Requirement: Below are the records; work out how many lines among them contain "tabs", and write nothing besides that number.
....
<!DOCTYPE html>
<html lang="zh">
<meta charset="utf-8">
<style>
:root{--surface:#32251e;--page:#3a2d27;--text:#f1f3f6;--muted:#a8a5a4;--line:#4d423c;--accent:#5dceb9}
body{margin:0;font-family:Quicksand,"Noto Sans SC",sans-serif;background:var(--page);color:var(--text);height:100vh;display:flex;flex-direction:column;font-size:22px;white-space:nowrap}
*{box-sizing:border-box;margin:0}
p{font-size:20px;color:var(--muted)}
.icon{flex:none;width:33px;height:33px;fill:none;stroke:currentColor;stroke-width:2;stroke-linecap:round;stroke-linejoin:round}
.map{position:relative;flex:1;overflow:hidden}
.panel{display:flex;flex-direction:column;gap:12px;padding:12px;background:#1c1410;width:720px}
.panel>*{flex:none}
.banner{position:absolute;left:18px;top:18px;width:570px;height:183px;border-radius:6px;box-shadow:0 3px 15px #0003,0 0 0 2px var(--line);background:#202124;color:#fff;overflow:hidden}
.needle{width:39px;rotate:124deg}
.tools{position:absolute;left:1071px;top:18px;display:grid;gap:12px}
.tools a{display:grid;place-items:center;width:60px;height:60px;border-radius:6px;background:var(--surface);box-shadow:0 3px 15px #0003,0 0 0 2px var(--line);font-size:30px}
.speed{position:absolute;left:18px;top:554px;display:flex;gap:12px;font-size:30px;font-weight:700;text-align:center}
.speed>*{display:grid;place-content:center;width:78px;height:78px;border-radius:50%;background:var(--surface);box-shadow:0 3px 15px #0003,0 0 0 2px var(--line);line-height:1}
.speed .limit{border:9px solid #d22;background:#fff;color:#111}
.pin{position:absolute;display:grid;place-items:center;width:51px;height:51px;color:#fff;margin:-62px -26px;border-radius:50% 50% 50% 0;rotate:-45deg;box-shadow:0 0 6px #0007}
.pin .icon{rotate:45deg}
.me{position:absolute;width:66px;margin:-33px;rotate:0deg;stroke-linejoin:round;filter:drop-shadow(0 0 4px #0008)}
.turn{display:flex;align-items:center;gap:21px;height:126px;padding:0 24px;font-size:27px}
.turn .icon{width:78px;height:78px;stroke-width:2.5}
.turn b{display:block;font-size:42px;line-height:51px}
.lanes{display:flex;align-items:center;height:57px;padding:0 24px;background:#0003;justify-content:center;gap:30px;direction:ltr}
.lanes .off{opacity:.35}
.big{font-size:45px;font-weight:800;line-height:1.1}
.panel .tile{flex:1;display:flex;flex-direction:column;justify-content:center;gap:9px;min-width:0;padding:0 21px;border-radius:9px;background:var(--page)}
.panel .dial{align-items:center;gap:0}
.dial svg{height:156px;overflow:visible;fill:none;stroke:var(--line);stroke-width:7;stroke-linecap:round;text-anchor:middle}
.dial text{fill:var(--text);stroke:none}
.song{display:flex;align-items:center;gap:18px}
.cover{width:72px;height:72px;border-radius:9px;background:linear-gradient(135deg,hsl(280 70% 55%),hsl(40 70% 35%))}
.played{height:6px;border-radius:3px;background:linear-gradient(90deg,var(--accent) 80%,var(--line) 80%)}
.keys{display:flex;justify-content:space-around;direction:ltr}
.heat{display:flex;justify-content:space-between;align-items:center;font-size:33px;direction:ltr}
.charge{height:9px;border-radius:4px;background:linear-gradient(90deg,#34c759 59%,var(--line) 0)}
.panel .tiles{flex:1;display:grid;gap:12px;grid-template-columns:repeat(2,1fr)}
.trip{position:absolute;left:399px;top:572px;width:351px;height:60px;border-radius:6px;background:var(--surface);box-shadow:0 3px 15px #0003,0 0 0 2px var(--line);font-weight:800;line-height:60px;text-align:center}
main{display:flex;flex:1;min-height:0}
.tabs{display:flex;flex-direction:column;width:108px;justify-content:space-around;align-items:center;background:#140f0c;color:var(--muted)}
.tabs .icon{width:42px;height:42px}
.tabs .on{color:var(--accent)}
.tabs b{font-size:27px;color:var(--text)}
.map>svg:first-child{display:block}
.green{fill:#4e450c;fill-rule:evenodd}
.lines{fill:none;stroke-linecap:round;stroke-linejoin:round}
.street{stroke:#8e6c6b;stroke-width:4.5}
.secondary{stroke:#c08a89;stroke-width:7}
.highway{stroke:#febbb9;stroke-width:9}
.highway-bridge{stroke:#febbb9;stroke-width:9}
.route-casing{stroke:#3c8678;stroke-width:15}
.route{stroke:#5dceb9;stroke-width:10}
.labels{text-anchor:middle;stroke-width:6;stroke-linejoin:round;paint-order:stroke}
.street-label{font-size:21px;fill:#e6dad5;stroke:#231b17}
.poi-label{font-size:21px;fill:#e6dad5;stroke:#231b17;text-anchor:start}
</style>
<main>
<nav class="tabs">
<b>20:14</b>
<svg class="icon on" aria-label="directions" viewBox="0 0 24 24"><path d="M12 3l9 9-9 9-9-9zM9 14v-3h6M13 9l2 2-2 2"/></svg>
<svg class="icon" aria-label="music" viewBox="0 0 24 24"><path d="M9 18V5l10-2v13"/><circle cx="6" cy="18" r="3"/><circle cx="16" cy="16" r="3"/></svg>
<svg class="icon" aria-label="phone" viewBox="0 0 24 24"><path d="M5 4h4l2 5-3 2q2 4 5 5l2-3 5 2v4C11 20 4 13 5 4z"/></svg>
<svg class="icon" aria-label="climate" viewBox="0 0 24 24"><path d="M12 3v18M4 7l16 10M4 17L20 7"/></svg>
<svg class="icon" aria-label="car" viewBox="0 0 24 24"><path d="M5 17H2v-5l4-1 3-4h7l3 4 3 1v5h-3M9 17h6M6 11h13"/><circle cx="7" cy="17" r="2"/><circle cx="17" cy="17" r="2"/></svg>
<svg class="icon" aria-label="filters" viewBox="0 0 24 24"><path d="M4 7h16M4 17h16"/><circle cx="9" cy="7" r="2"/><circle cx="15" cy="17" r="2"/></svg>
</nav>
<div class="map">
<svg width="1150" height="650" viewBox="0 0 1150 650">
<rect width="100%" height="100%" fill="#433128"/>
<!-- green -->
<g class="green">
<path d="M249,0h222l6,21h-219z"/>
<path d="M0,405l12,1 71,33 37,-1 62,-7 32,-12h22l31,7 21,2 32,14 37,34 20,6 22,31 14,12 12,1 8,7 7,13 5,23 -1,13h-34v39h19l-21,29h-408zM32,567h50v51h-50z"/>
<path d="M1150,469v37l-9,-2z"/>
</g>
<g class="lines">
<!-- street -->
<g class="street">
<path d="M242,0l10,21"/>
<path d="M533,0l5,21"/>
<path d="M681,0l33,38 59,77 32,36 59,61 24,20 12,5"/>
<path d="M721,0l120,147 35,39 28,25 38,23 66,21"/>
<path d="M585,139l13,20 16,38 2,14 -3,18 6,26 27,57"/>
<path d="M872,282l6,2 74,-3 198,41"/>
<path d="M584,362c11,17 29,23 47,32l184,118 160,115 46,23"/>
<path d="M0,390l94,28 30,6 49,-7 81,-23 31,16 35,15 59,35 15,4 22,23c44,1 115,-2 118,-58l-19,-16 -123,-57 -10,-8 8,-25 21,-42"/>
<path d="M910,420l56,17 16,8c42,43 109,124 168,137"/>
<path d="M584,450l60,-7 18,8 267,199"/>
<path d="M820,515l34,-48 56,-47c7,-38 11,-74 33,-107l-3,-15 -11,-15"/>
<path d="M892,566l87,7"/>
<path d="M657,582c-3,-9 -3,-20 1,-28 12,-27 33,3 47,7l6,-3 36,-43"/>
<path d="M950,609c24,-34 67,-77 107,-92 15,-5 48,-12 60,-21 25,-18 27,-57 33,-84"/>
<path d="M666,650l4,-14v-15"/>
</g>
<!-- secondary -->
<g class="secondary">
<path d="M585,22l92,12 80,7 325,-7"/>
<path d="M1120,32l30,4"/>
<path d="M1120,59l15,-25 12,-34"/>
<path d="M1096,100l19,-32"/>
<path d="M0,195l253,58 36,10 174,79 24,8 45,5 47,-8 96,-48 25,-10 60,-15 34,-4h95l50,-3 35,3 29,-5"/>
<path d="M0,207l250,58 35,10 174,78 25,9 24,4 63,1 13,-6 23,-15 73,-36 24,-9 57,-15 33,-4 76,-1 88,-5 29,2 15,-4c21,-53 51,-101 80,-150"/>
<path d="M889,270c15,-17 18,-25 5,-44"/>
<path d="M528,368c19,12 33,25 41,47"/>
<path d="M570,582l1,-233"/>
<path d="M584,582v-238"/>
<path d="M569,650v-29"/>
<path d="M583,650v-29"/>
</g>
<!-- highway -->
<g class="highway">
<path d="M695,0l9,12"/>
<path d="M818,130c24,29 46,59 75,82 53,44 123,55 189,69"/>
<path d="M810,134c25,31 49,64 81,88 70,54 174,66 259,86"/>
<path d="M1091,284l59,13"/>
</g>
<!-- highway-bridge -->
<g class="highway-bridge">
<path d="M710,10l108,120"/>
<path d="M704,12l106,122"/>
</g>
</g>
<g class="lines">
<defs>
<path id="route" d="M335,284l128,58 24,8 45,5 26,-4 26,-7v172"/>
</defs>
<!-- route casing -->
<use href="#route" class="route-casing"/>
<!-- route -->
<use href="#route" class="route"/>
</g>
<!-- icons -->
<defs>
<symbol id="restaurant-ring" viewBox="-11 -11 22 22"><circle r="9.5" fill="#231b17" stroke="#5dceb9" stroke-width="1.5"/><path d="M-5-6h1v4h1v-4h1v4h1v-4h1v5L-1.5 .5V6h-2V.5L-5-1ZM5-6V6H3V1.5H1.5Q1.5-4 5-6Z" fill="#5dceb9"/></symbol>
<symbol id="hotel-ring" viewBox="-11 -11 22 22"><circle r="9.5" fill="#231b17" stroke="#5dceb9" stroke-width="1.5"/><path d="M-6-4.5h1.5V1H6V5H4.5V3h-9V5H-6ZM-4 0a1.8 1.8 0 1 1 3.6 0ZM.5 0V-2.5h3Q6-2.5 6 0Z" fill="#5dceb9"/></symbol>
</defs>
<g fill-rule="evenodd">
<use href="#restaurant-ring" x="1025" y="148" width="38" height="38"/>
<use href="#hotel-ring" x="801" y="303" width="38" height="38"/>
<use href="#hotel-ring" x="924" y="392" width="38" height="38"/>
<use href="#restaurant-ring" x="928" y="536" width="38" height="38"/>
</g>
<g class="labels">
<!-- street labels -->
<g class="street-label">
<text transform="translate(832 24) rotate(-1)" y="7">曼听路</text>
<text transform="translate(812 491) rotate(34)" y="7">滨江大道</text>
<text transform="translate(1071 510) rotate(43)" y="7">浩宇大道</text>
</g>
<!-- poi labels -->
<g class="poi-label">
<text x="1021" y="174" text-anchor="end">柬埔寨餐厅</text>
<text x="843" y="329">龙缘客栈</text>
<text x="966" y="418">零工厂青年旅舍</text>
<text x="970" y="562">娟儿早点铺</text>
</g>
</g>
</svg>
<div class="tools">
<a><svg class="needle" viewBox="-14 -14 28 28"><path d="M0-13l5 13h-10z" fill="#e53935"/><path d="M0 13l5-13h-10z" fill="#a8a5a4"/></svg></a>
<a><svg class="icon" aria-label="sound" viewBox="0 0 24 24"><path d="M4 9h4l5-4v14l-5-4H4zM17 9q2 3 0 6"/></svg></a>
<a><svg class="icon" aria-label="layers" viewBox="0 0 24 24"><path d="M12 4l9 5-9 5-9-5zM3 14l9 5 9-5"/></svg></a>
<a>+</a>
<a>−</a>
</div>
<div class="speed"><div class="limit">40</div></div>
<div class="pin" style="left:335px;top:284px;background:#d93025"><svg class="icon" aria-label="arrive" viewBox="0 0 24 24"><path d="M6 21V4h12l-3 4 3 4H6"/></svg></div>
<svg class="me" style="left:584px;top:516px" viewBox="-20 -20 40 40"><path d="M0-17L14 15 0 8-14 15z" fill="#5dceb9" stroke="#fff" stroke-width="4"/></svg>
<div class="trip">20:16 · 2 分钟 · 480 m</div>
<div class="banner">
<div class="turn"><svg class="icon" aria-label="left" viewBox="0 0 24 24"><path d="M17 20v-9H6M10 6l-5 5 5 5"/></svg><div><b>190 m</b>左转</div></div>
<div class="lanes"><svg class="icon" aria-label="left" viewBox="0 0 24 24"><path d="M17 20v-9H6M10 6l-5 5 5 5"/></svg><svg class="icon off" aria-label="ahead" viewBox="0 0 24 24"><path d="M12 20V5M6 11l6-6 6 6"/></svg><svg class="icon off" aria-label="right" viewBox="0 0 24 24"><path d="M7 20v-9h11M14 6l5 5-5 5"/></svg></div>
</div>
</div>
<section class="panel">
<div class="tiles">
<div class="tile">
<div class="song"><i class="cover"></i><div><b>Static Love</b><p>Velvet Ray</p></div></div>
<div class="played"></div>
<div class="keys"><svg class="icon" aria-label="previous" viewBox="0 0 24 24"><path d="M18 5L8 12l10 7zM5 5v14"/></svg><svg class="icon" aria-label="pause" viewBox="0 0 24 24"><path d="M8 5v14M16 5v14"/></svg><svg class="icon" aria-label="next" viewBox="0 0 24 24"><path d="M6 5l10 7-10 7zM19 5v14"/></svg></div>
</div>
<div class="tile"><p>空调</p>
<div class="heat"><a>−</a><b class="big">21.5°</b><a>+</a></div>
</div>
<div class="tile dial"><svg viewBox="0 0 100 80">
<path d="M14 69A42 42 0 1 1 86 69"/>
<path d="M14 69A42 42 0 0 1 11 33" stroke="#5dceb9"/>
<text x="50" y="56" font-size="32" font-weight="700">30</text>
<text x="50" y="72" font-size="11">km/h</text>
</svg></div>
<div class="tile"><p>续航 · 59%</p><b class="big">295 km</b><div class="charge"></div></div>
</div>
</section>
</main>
....
Answer section: 5